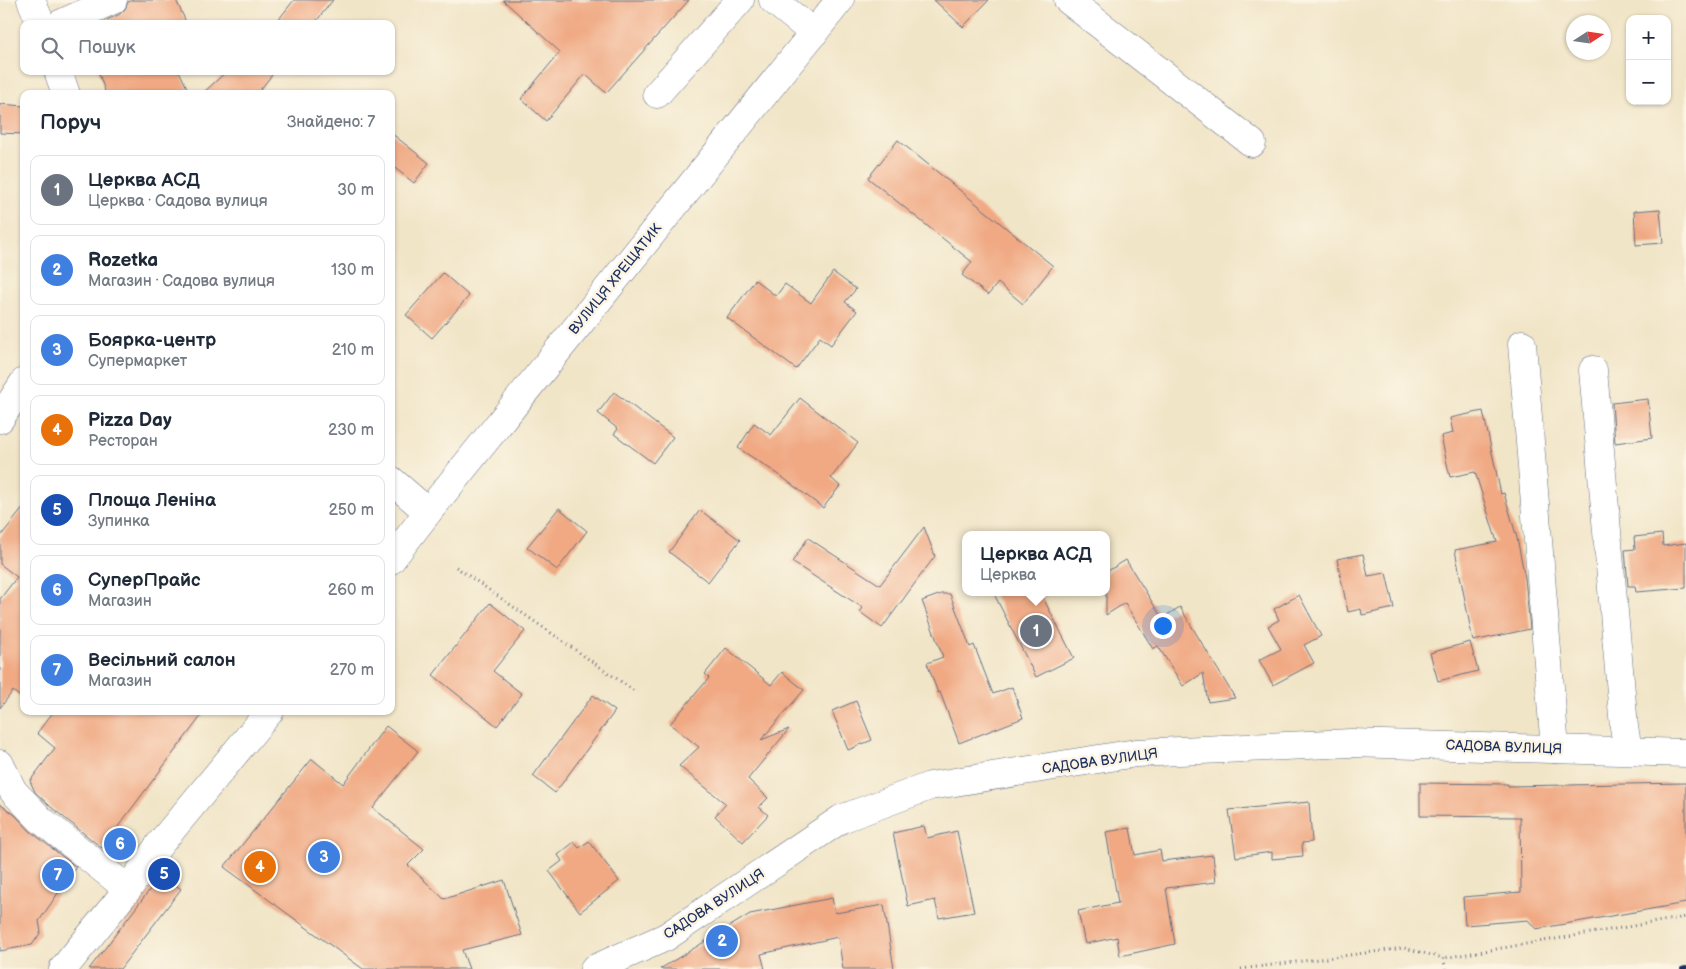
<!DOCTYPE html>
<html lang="uk">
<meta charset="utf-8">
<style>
body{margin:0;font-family:"Balsamiq Sans",sans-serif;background:#f6f6f7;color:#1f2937}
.controls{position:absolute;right:15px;top:15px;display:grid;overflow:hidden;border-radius:10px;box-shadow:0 1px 4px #0004}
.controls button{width:45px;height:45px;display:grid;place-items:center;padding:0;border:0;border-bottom:1px solid #e0e1e3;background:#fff;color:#1f2937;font:25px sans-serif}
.compass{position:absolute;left:1566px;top:15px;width:45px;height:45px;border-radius:50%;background:#fff;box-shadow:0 1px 4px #0004;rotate:78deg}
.you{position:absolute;left:1162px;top:625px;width:18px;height:18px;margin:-12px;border:4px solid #fff;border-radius:50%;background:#1a73e8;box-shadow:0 0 0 8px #1a73e833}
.badge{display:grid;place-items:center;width:32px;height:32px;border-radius:50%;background:#0f766e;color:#fff;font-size:16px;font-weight:700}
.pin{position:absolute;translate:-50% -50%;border:2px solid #fff;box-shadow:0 1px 5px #0006}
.popup{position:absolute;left:962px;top:531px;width:148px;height:65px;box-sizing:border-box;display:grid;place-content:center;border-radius:10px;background:#fff;filter:drop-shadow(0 1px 4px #0005);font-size:16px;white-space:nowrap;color:#747a83}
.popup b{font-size:19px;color:#1f2937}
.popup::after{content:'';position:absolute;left:50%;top:100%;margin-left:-10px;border:10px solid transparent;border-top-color:#fff}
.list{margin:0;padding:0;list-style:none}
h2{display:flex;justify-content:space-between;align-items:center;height:65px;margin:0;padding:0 20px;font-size:21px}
h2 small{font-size:16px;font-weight:400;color:#747a83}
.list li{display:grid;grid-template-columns:32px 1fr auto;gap:15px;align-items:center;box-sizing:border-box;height:70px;margin:0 10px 10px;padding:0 10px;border:1px solid #e0e1e3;border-radius:10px}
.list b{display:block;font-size:19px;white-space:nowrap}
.list p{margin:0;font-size:16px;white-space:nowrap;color:#747a83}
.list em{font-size:16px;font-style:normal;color:#747a83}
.icon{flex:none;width:28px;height:28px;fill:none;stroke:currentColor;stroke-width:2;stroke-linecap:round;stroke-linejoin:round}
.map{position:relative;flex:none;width:1686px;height:969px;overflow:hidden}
.search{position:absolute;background:#fff;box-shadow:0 1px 4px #0004;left:20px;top:20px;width:375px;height:55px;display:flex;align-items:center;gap:12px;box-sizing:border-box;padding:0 18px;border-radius:10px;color:#747a83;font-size:19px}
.panel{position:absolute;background:#fff;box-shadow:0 1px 4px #0004;left:20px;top:90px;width:375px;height:625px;border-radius:10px}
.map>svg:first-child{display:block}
.building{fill:#f0a983}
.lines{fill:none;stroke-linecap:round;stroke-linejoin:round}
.minor-casing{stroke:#666f83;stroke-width:29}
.path{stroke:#666f83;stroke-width:3;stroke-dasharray:1 4;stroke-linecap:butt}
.minor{stroke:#fff;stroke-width:28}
.rail{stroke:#1b2f5e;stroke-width:4}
.labels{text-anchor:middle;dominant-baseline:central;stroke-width:5;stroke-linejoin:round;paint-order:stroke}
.street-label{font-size:14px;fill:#1b2f5e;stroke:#fcf5e5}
</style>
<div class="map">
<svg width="1686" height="969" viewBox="0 0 1686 969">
<rect width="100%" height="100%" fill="#fcf5e5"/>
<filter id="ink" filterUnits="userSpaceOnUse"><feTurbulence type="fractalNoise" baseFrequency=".02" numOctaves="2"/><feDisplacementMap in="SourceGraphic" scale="10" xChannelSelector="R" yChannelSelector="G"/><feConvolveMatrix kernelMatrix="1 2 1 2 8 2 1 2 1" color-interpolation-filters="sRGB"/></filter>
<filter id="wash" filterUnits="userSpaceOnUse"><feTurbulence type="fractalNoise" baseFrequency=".0096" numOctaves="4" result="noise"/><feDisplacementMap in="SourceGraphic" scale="20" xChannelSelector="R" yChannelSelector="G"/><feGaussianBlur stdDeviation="1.12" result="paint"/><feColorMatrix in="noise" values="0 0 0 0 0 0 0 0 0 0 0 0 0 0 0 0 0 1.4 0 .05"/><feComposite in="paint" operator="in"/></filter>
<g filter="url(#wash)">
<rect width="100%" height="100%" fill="#f1e5c7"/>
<g id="blocks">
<!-- building -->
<g class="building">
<path d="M133,0h43l11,24h-89l22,-10 5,-5 3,-7z"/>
<path d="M294,0h39l-19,24h-39z"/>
<path d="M503,0h186l-83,93 -21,-19 -39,47 -25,-22 39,-47z"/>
<path d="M934,0h55l-26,27z"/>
<path d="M98,71h81l11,23h-84z"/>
<path d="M227,71h48l-18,23h-55z"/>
<path d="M0,104l24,2v28l-24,-1z"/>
<path d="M391,133l38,30 -15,20 -23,-18z"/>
<path d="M898,140l155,126 -30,38 -25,-21 -10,12 -26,-20 10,-13 -104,-84z"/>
<path d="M1660,209l3,34 -27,2 -2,-34z"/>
<path d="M833,272l23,17 -11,13 12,9 -26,34 -11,-8 -24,32 -69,-51 28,-38 21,16 9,-12 26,19z"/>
<path d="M443,273l26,23 -37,42 -26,-23z"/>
<path d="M614,392l59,45 -20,26 -39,-29 4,-5 -20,-16z"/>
<path d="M800,398l58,45 -27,35 9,8 -17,22 -45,-34 -40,-26 16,-25 17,12z"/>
<path d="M1648,399l4,39 -37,5 -3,-40z"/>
<path d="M1483,411l18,83 3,-1 13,45 8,40 5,51 -57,12 -18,-91 42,-8 -22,-70 -25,5 -9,-41 12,-3 -3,-15z"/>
<path d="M24,507v193l-11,-9 -13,17v-109l17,-22 -17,-13v-27z"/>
<path d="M559,508l28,23 -30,39 -30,-23z"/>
<path d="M700,510l40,30 -32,42 -39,-30z"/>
<path d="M924,527l11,29 -53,72 -22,-16 3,-4 -71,-46 16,-24 72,47z"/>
<path d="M1662,534l1,12 23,-3v45l-50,4 -1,-6h-7l-3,-36 10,-1 -1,-12z"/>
<path d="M1363,554l5,22 18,-3 8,35 -32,7 -1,-6 -13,3 -11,-53z"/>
<path d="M1126,560l36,58 18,-11 55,91 -27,4 -5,-29 -20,13 -25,-40 -5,3 -28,-46 -19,12v-43z"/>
<path d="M993,592h47l34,66 -38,19z"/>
<path d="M941,594h9l20,53 4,-2 19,49 19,-7 11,31 -64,25 -19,-51 -2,1 -11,-30 16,-6 -21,-56z"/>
<path d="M1299,595l22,41 -17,9 10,18 -41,22 -14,-25 22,-11 -13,-23 11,-6 -5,-11z"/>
<path d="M490,603l35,28 -32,40 29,23 -25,32 -64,-51z"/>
<path d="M1470,642l8,29 -40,10 -8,-28z"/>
<path d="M726,648l45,37 11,-13 22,18 -43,50 28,-11 -41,50 20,19 -9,9 9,8 -25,27 -28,-26 11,-12 -47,-38 20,-19 -29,-23 39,-46 -4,-4z"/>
<path d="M593,695l22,16 -60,82 -22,-17z"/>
<path d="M856,701l16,39 -24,10 -16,-39z"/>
<path d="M54,711h151l-103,137 -51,-41 -16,-15 -5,-11 25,-33 -18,-15z"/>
<path d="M386,726l32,25 -45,57 51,41 -16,16 36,34 60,-19 18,55 -60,15 7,19h-106l-139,-102 88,-108 31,25z"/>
<path d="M1420,783l88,1v2l178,-3v120l-150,26 -8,-9 -63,5 -2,-28 58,-5 -1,-75 -100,-1z"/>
<path d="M1309,802l3,40 -10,1 1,13 -31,3v-7l-36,5 -7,-47z"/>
<path d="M0,804l15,11 15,16 46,36 -37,54 2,11 -9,13 -32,6z"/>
<path d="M924,826l3,12 30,-7 17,81 -35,6 -4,-18 -27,6 -15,-73z"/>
<path d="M1130,828l5,27 25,-5 2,11 51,-6 3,27 -50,6 9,56 -55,12 -3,-19 -32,7 -7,-33 40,-8 -12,-71z"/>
<path d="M589,841l30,40 -39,31 -31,-41 13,-10 -4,-6 16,-13 5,6z"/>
<path d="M161,875l20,14 -61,80h-31z"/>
<path d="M832,898l3,15 49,-8 10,64h-51l-5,-32 -77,17 4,15h-105l90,-55z"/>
</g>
</g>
</g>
<g filter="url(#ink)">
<use href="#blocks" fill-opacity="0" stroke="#666f83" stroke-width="1"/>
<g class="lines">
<!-- minor casing -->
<g class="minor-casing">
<g id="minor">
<path d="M31,0l10,24"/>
<path d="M773,0l41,33"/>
<path d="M1068,0l184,143"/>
<path d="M60,24l53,-24"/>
<path d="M58,71l8,23"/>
<path d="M657,94l83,-94"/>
<path d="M1522,344l33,405"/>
<path d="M1593,370l31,357 4,23"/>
<path d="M0,419l24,-37"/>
<path d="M391,480l37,32"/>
<path d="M391,560l37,-48 412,-512"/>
<path d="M0,764l13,27 27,28 88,70"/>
<path d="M63,969l65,-80 31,-44 111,-134"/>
<path d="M594,969l72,-32 175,-118 89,-33 206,-33 215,-10 335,10"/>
</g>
</g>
<!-- path -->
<g class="path">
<path d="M456,567l180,125"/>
<path d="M1241,969l163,-21 39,10"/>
<path d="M1446,969l-3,-11 243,-41"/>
</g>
<!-- minor -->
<use href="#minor" class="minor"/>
<!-- rail -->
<path class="rail" d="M1682,969l4,-1"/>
</g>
</g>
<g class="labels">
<!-- street labels -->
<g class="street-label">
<text transform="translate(615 279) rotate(-51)">ВУЛИЦЯ ХРЕЩАТИК</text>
<text transform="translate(1504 747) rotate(2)">САДОВА ВУЛИЦЯ</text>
<text transform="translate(1100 761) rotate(-8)">САДОВА ВУЛИЦЯ</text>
<text transform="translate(714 904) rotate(-33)">САДОВА ВУЛИЦЯ</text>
</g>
</g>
</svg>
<div class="controls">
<button>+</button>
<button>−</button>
</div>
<svg class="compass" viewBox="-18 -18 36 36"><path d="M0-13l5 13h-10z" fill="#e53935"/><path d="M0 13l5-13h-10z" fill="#747a83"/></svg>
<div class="you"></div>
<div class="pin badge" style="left:1036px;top:631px;background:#6b7280">1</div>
<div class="popup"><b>Церква АСД</b>Церква</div>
<div class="pin badge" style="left:722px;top:941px;background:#3f7fe0">2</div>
<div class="pin badge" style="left:324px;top:857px;background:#3f7fe0">3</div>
<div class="pin badge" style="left:260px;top:867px;background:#e8710a">4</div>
<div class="pin badge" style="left:164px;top:874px;background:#1a4fb4">5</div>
<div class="pin badge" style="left:120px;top:844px;background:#3f7fe0">6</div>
<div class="pin badge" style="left:58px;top:875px;background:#3f7fe0">7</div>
<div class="search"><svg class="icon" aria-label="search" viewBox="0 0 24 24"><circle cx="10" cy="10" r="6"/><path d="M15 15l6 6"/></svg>Пошук</div>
<section class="panel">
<h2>Поруч<small>Знайдено: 7</small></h2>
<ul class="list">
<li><span class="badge" style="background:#6b7280">1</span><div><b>Церква АСД</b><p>Церква · Садова вулиця</p></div><em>30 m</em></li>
<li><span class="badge" style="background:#3f7fe0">2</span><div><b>Rozetka</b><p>Магазин · Садова вулиця</p></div><em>130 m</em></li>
<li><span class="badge" style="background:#3f7fe0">3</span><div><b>Боярка-центр</b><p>Супермаркет</p></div><em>210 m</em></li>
<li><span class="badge" style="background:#e8710a">4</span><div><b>Pizza Day</b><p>Ресторан</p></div><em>230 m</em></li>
<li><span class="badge" style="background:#1a4fb4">5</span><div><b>Площа Леніна</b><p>Зупинка</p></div><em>250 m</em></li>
<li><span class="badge" style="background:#3f7fe0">6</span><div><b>СуперПрайс</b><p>Магазин</p></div><em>260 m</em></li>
<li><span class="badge" style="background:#3f7fe0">7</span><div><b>Весільний салон</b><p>Магазин</p></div><em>270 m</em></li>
</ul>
</section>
</div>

- - - - -

> _Problem statement_
Tally the lines of the entries that include the word "scale" and give only the total.

> _Solution for this problem_
2